Washington State

House of Representatives

Office of Program Research

BILL

 ANALYSIS

Finance Committee

 

 

HB 1869

Brief Description: Requiring performance audits for tax preferences.

 

Sponsors: Representatives McIntire, Gombosky, Morris, Conway, Santos, Haigh, Kagi, Hunt, Linville, Dunshee, Chase, Simpson, Moeller, Lovick, Cody, Murray, Upthegrove, Veloria and Wood.


Brief Summary of Bill

    Creates a citizen commission to develop a schedule for review tax preferences such as exemptions, exclusions, deductions, credits, deferrals, and preferential rates.

    Allows the citizen commission to determine which tax preferences to review, with particular consideration to tax preferences that affect the business climate of the state.

    Requires the JLARC to conduct the actual reviews of tax preferences, according to criteria set in the bill.

    Requires annual reports to the Legislature on reviewed tax preferences.


Hearing Date: 2/21/03


Staff: Bob Longman (786-7139).


Background:


Tax exemptions, exclusions, deductions, credits, deferrals, and preferential rates are known as tax preferences. The Department of Revenue publishes a report on tax preferences every four years. The report covers more than 400 tax preferences and describes each preference, the year of enactment, the purpose of the preference (or the department's best guess), an indication of primary beneficiaries, and estimated fiscal impact.
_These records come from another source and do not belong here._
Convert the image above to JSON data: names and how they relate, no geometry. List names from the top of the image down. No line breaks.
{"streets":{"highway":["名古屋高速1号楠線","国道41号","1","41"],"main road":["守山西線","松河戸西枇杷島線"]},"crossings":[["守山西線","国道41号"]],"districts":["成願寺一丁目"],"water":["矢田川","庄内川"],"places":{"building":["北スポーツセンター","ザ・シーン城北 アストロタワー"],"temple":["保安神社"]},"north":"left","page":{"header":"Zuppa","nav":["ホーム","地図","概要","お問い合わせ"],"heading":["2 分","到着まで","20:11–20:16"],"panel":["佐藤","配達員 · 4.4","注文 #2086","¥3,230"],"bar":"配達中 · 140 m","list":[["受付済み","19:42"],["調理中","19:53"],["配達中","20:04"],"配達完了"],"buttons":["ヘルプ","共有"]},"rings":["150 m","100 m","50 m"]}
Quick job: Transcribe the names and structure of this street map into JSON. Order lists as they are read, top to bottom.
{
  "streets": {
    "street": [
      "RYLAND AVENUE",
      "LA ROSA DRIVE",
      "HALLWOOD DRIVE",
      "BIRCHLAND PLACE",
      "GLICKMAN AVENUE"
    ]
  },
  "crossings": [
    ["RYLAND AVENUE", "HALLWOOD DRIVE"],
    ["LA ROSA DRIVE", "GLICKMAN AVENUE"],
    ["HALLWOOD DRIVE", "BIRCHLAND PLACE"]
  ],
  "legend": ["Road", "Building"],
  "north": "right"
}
In 1982, the Legislature enacted legislation that initiated a sunset review of tax preferences. The legislation directed the Joint Select Committee on Sunset to prepare a bill that would terminate all tax preferences over a period of four years. If this termination bill had been subsequently enacted, the Legislative Budget Committee (LBC) (now known as the Joint Legislative Audit and Review Committee (JLARC)) would have been required to review each preference before its termination date and report back to the Legislature. The termination and review bill was not enacted, and the LBC did not conduct tax preference reviews.


Summary of Bill:


The citizen commission for performance measurement of tax preferences is created, with nine voting members and four nonvoting members. The nine voting members are appointed by the governor and include two persons representing labor, two persons representing business, three persons representing the general public, and two tax specialists from the state university system. One nonvoting member is appointed  by each of the governor, the president of the senate, the speaker of the house of representatives, and the director of the department of revenue.


The commission must develop a schedule for review of tax preferences at least once every six years. The commission decides which preferences are appropriate for review, but is to give particular consideration to tax preferences that affect the business climate of the state. The commission may omit tax preferences that are required by constitutional law, or that primarily benefit government agencies, charities, nonprofit organizations, or individuals.


The JLARC must review tax preference according to the six-year schedule developed by the citizen commission. The JLARC is to consider, but not be limited to, the following factors in the review:

 

      (a) The persons or organizations whose state tax liabilities are directly affected by the tax preference;

 

      (b) Public policy objectives that might provide a justification for the tax preference, including the extent to which the preference encourages business growth or relocation into this state, promotes growth or retention of high wage jobs, or helps stabilize communities;

 

      (c) Evidence that the existence of the tax preference has contributed to the achievement of any of the public policy objectives;

 

      (d) The extent to which continuation of the tax preference might contribute to any of the public policy objectives;

 

      (e) The feasibility of modifying the preference to provide for adjustment or recapture of the tax benefits of the preference if the objectives are not fulfilled;

 

      (f)  Fiscal impacts of the tax preference, including past impacts and expected future impacts if it is continued;

 

      (g) The extent to which termination of the tax preference would affect the distribution of liability for payment of state taxes.


For each tax preference, the JLARC must provide a recommendation as to whether the tax preference should be continued without modification, modified, scheduled for sunset review at a future date, or terminated immediately. The committee may recommend accountability standards for the future review of a tax preference.


The JLARC will submit a report to the citizen commission by August 30th of each year. The citizen commission will submit a report to the House Finance and Senate Ways & Means committees by December 30th of each year. The legislative committees are to hold a joint hearing on the report.


Staff support to the citizen commission is provided by the JLARC, and the Department of Revenue is directed to provide information needed by the citizen commission or JLARC.


Statutes relating to the unimplemented 1982 tax preference review are repealed.


Appropriation: None.


Fiscal Note: Available.


Effective Date: The bill takes effect ninety days after adjournment of session in which bill is passed.